The MinnPost Community Voices essay “Dwindling Federal Funding and Unsupportive Policies Harm U’s Research Function,” by Mindy Kurzer and Don Wyse, raises issues of great importance to the public that should be widely discussed. I agree with the authors that research advances the well-being of society and that the University of Minnesota needs to be pre-eminent in contributing new knowledge. Science and human progress have flourished in our competitive funding environment. Yet competition today is excessively fierce, funding has been cut, important discoveries will not be made, and the prospects for improvement in research funding appear short-term.

Mark Herzberg

To help the public and policymakers understand the crisis, MinnPost publishes stories about the role of research in advancing the common good. Indeed, read Susan Perry’s many insightful articles in her “Second Opinion” blog. Unfortunately, Kurzer and Wyse fall short of recognizing how research advances the common good and how it is supported.

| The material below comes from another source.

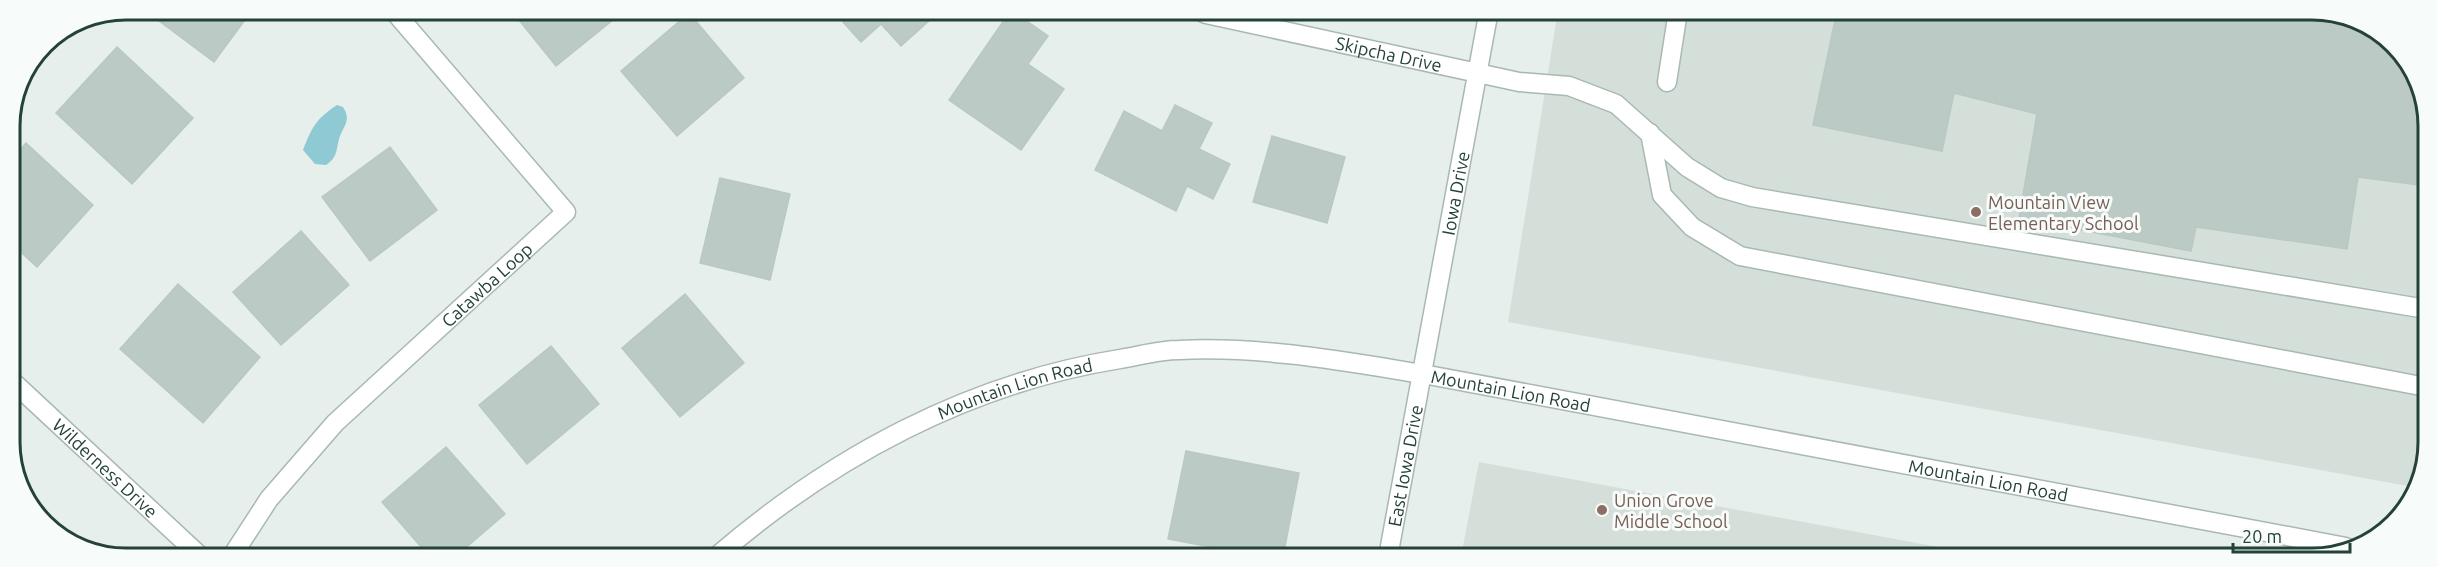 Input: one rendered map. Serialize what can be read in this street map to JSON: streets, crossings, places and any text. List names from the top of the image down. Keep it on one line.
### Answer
{"streets":{"street":["Skipcha Drive","Iowa Drive","Catawba Loop","Mountain Lion Road","East Iowa Drive","Wilderness Drive"]},"crossings":[["Skipcha Drive","Iowa Drive"],["Iowa Drive","Mountain Lion Road"],["Iowa Drive","East Iowa Drive"],["Mountain Lion Road","East Iowa Drive"]],"places":["Mountain View Elementary School","Union Grove Middle School"],"scale_bar":"20 m"} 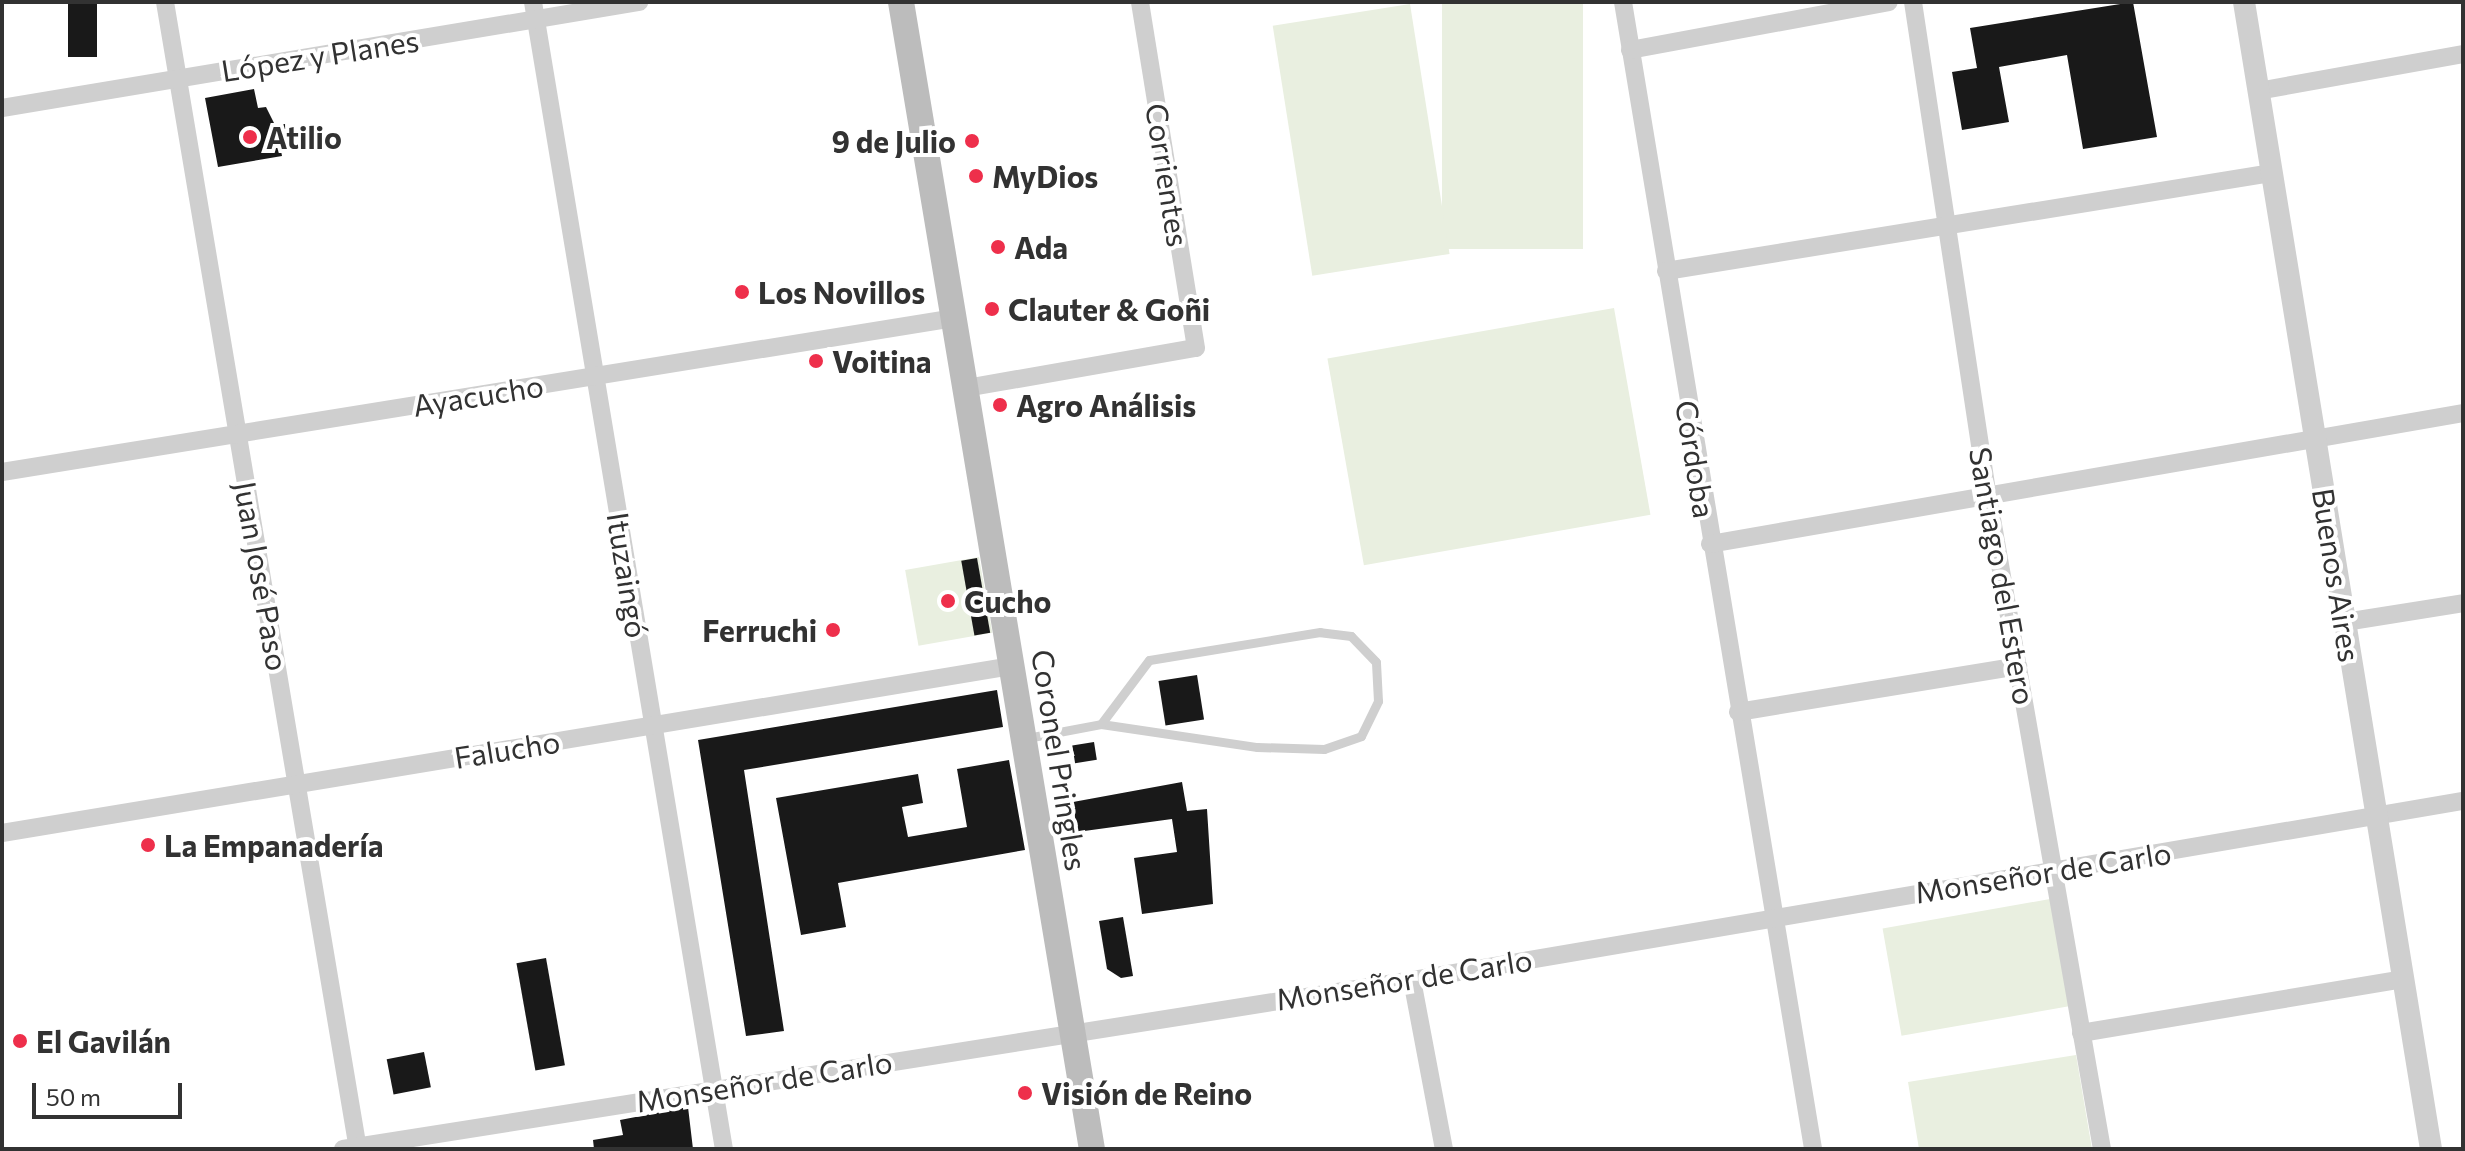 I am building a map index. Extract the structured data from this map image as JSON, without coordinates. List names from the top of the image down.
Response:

The essay reports U of M faculty views of the research climate (“The State of Research Funding and Support at the University of Minnesota” reported by the University of Minnesota Academics United (UMAU)). I was a respondent and do not agree that the data provide a mandate for unionization as a solution to the national research funding shortfall. The authors and the UMAU never explain how a union would serve to increase research funding when the largest source and greatest cutbacks are federal.

Many professional associations, which are national in scope, currently lobby professionally and aggressively. Virtually all University of Minnesota faculty belong to such organizations, many of which have memberships in the tens of thousands. Indeed, the American Association for the Advancement of Science serves 10 million individuals around the world. Professional associations strive to advance members’ area of research and provide outreach to policymakers and opinion leaders. Exactly what would a union do to strengthen these initiatives? How would a union embrace a mission of science in the public interest balanced with advancing the economic well-being of its members?

The U of M’s Bridge Funds

The article makes the case that many University of Minnesota faculty are dissatisfied with research support provided by the university. Unfortunately, the authors do not mention the university’s investment in research during recent years. I do not know the numbers but I believe that the university is investing in its faculty to offset the federal shortfall. Indeed, I have been the recipient of “Bridge Funds” from the Office of the Vice President of Research and my own school. Provided on a competitive basis, these funds help bridge a gap in federal research funding and help the investigator to remain competitive when reapplying for research grants.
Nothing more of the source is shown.